The assumption, of course, was that the warrior was a man. However, in 2013, bone analysis concluded the skeleton was female. The unnamed woman warrior of Birka is only one of many cases of mistaken identity hiding women’s military contributions throughout the long history of warfare detailed by Sarah Percy in “Forgotten Warriors.”

Raised in Edmonton and now a University of Queensland professor of international relations in Australia, Percy expertly addresses the erasure of women’s involvement in war from a global perspective, writing that the history of women warriors was “often dismissed, denied and even actively suppressed.”

In fact, from the 16th century through to the end of the 19th century, European battlefields were full of women motivated to fight. Some were leaders, like Queen Isabella of Spain (1451-1504), who managed logistics and military equipment, and was known to ride in armour. And Queen Njinga of Ndongo, modern-day Angola (1582-1663), was skilled with a battle-axe and commanded troops for 40 years, using guerrilla tactics to disrupt the slave trade. Even Empress Maria Theresa of Austria (1717-1780) took an interest in all aspects of the military “from dress to discipline and tactics to weapons,” and complained that her 16 pregnancies “held her back from going to war herself.”

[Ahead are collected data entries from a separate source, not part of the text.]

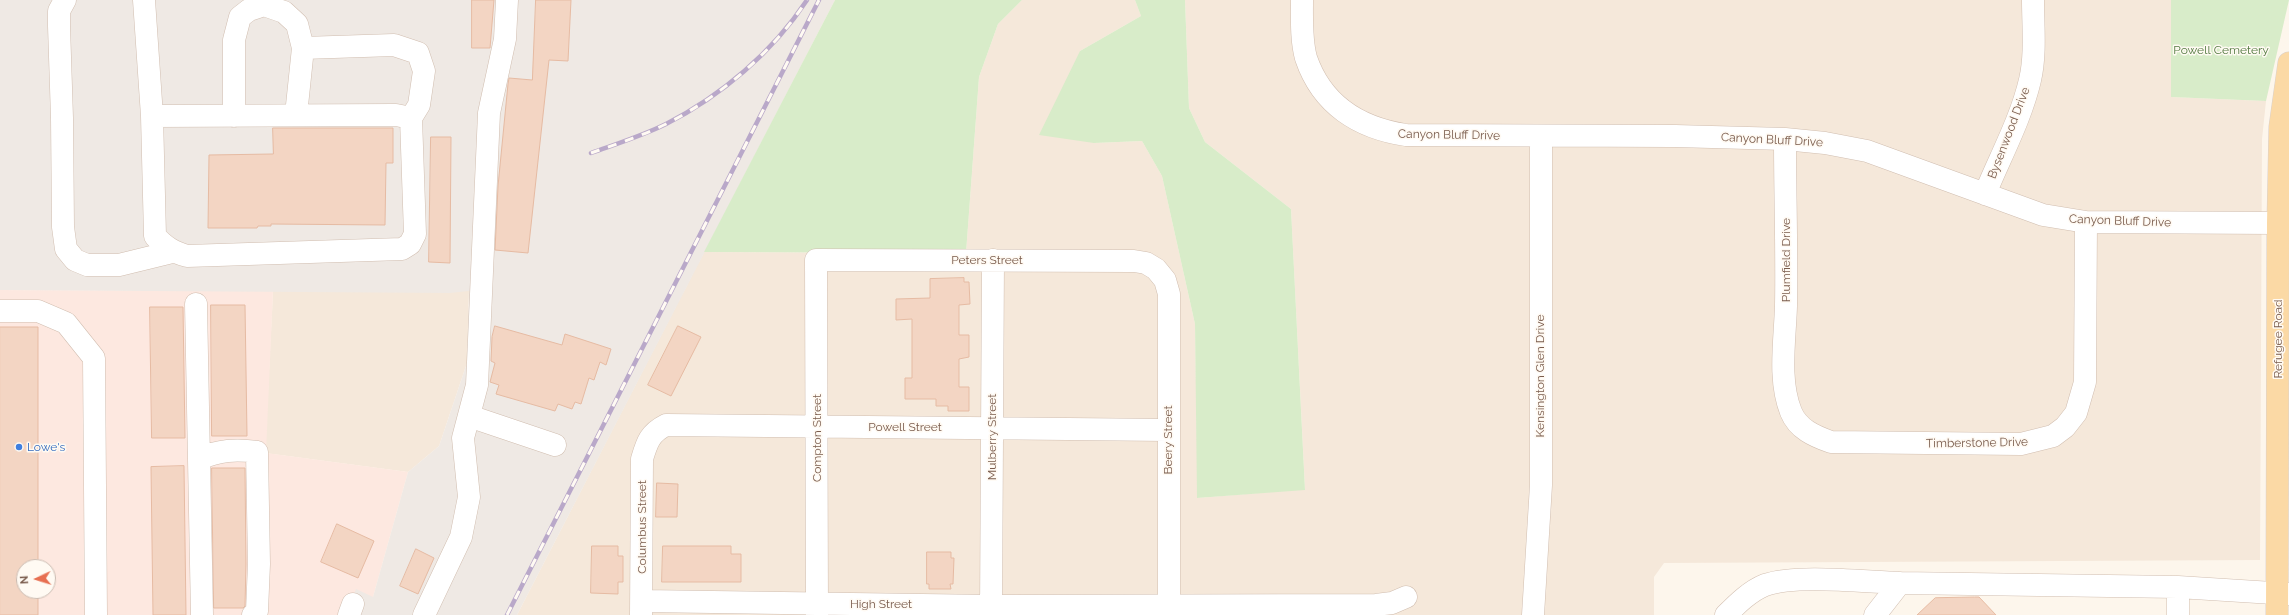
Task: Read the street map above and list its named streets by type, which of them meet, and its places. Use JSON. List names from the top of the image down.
{
  "streets": {
    "main road": ["Refugee Road"],
    "street": [
      "Bysenwood Drive",
      "Canyon Bluff Drive",
      "Peters Street",
      "Plumfield Drive",
      "Kensington Glen Drive",
      "Powell Street",
      "Mulberry Street",
      "Compton Street",
      "Beery Street",
      "Timberstone Drive",
      "Columbus Street",
      "High Street"
    ]
  },
  "crossings": [
    ["Bysenwood Drive", "Canyon Bluff Drive"],
    ["Canyon Bluff Drive", "Plumfield Drive"],
    ["Canyon Bluff Drive", "Refugee Road"],
    ["Canyon Bluff Drive", "Kensington Glen Drive"],
    ["Canyon Bluff Drive", "Timberstone Drive"],
    ["Peters Street", "Mulberry Street"],
    ["Peters Street", "Compton Street"],
    ["Peters Street", "Beery Street"],
    ["Plumfield Drive", "Timberstone Drive"],
    ["Powell Street", "Mulberry Street"],
    ["Powell Street", "Compton Street"],
    ["Powell Street", "Beery Street"],
    ["Powell Street", "Columbus Street"],
    ["Mulberry Street", "High Street"],
    ["Compton Street", "High Street"],
    ["Beery Street", "High Street"],
    ["Columbus Street", "High Street"]
  ],
  "parks": ["Powell Cemetery"],
  "places": ["Lowe's"],
  "north": "left"
}
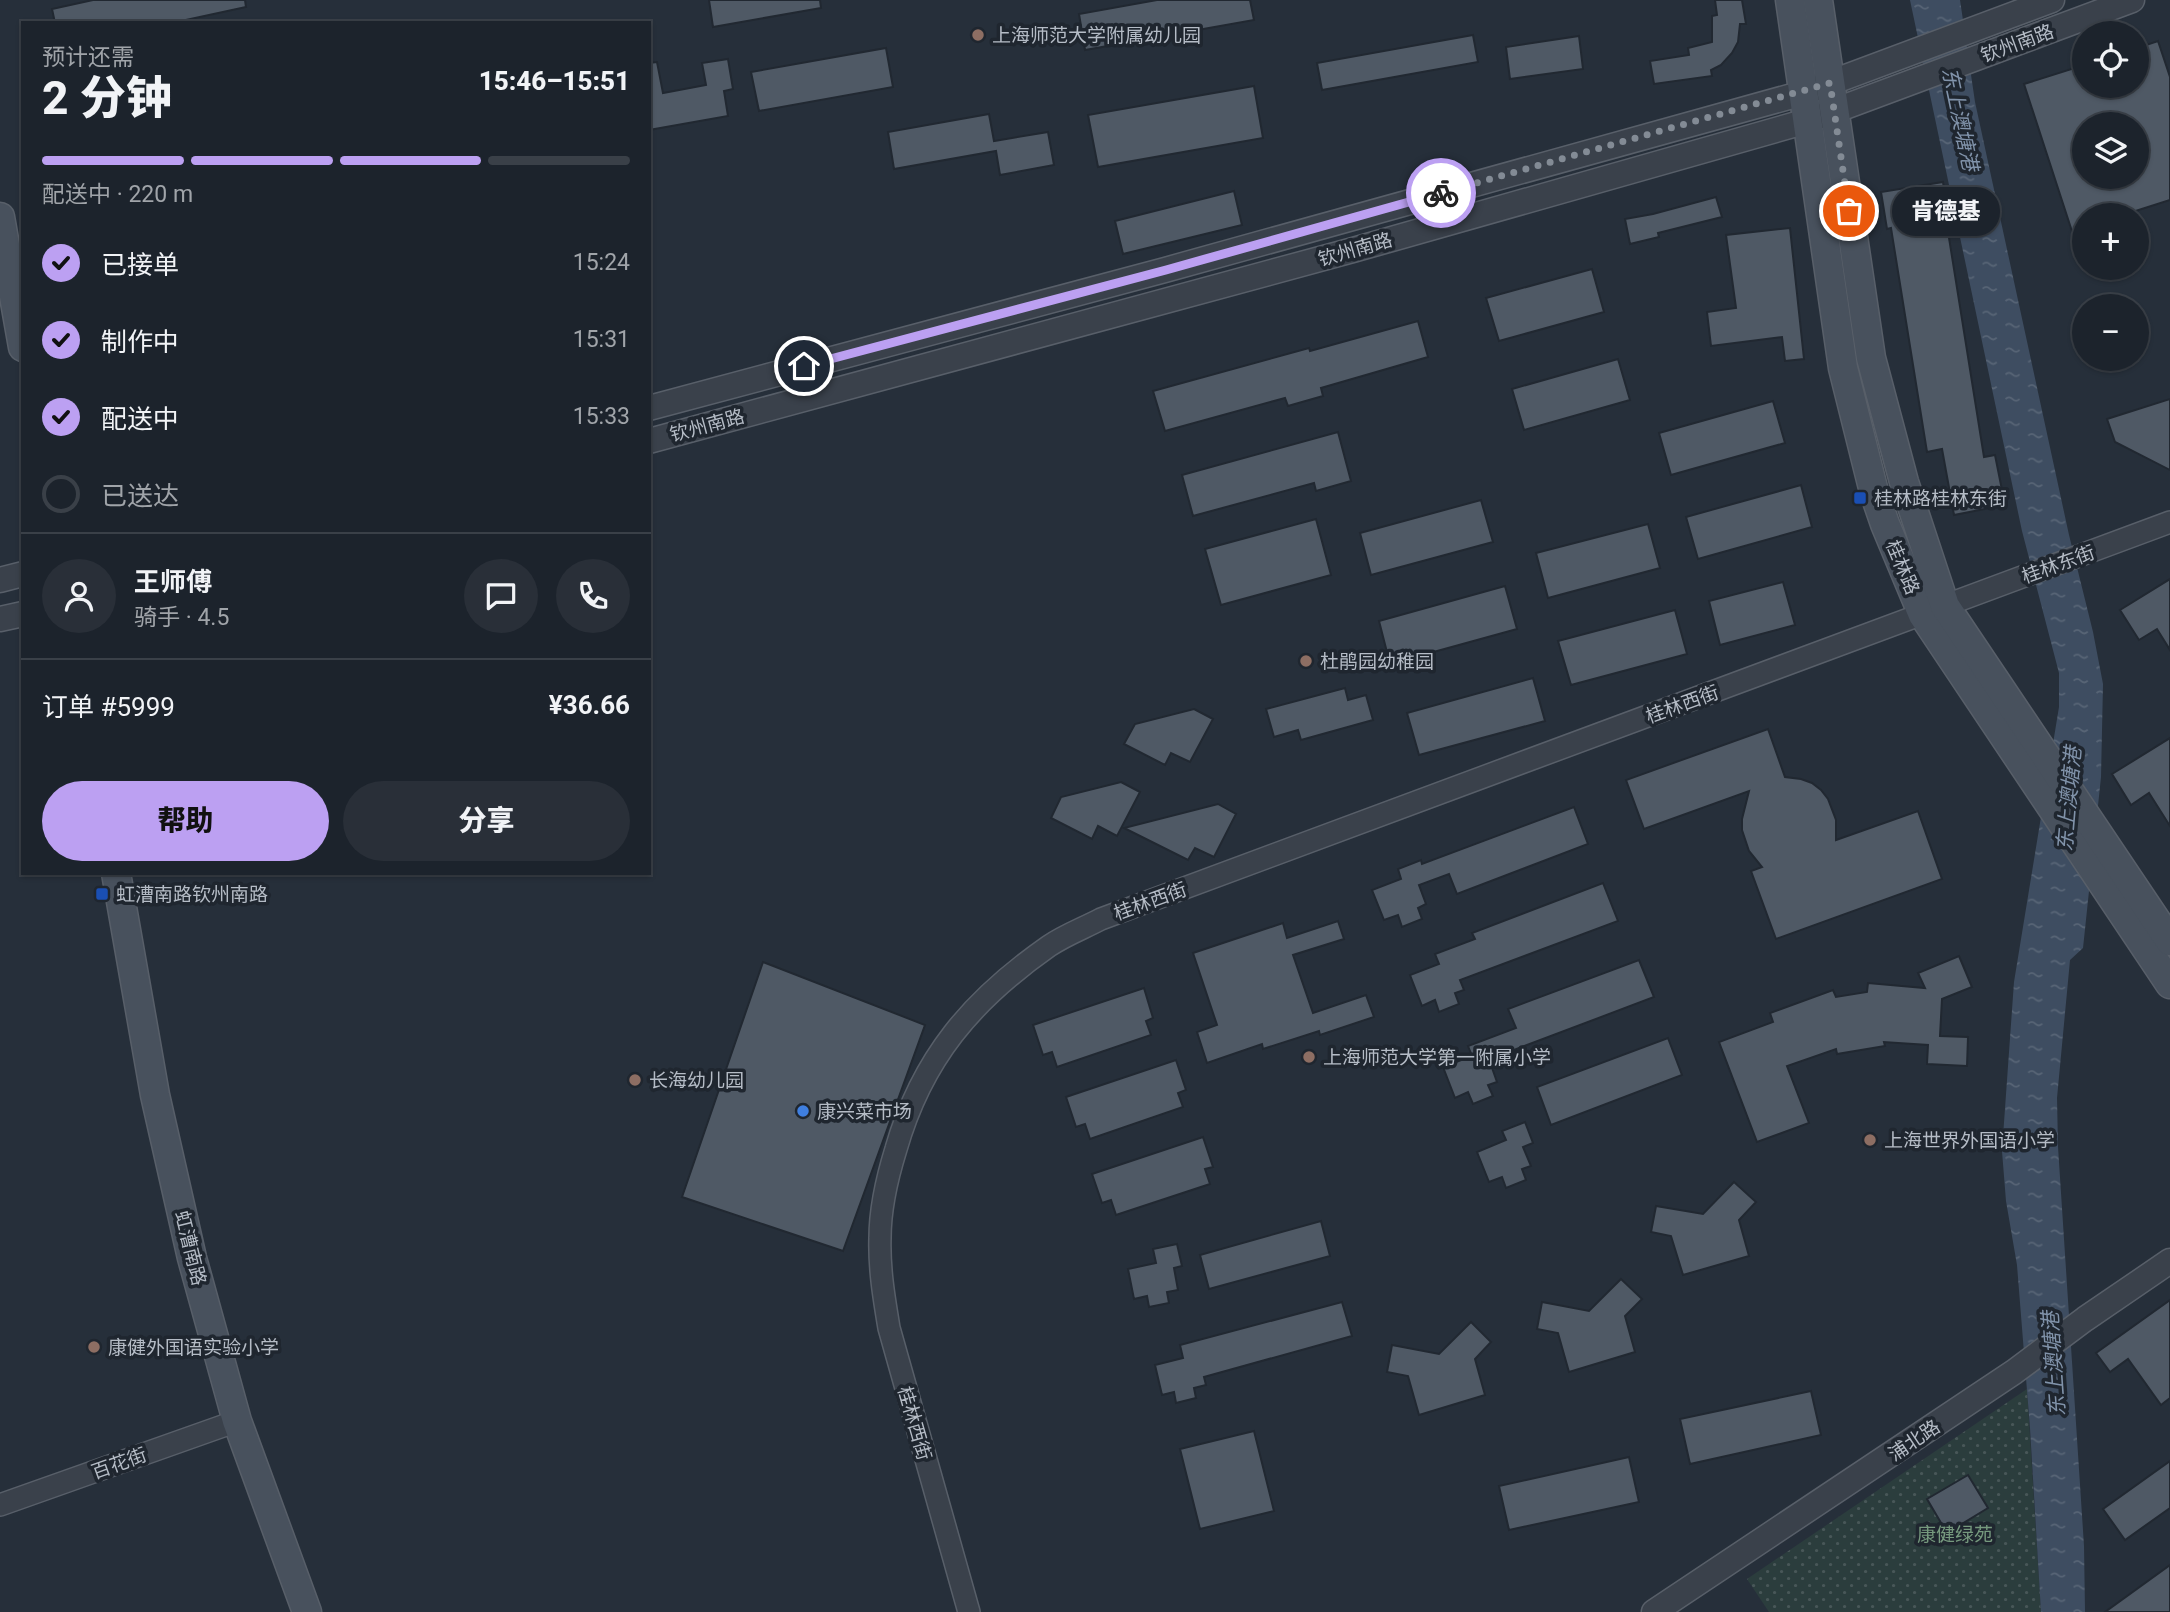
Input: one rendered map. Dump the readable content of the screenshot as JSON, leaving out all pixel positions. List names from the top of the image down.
{
  "streets": {
    "main road": ["桂林路", "虹漕南路"],
    "street": [
      "钦州南路",
      "桂林东街",
      "桂林西街",
      "浦北路",
      "百花街"
    ]
  },
  "crossings": [
    ["钦州南路", "桂林路"],
    ["桂林东街", "桂林路"],
    ["桂林东街", "桂林西街"],
    ["桂林路", "桂林西街"],
    ["虹漕南路", "百花街"]
  ],
  "water": ["东上澳塘港"],
  "parks": ["康健绿苑"],
  "places": {
    "other": [
      "上海师范大学附属幼儿园",
      "肯德基",
      "杜鹃园幼稚园",
      "上海师范大学第一附属小学",
      "长海幼儿园",
      "康兴菜市场",
      "上海世界外国语小学",
      "康健外国语实验小学"
    ],
    "transit": ["桂林路桂林东街", "虹漕南路钦州南路"]
  },
  "page": {
    "map_buttons": ["+", "−"],
    "heading": ["2 分钟", "预计还需", "15:46–15:51"],
    "panel": [
      "王师傅",
      "骑手 · 4.5",
      "订单 #5999",
      "¥36.66"
    ],
    "bar": "配送中 · 220 m",
    "bubble": "肯德基",
    "list": [
      ["已接单", "15:24"],
      ["制作中", "15:31"],
      ["配送中", "15:33"],
      "已送达"
    ],
    "buttons": ["帮助", "分享"]
  }
}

Between 1650 and 1850, women soldiers dressed as men fought in armies all over the world: Britain, France, Russia, and on both sides of the American Civil War. As Percy explains, “they were not just convincing in their guises as men, they were convincing as soldiers.”

By the mid-19th century in West Africa, an all-female force known as the Amazons of Dahomey trained in a variety of fighting techniques that included hand-to-hand combat with machetes, muskets and spears, their fingernails sharpened into points.

Throughout the early 20th century, the division between “out there” and “at home” had been drawn, with only women nurses permitted near battle. And, in America, the struggle for suffrage was tied to military service: a ploy of “bullets for ballots” ensured that by excluding women from the military they would also be denied the right to vote.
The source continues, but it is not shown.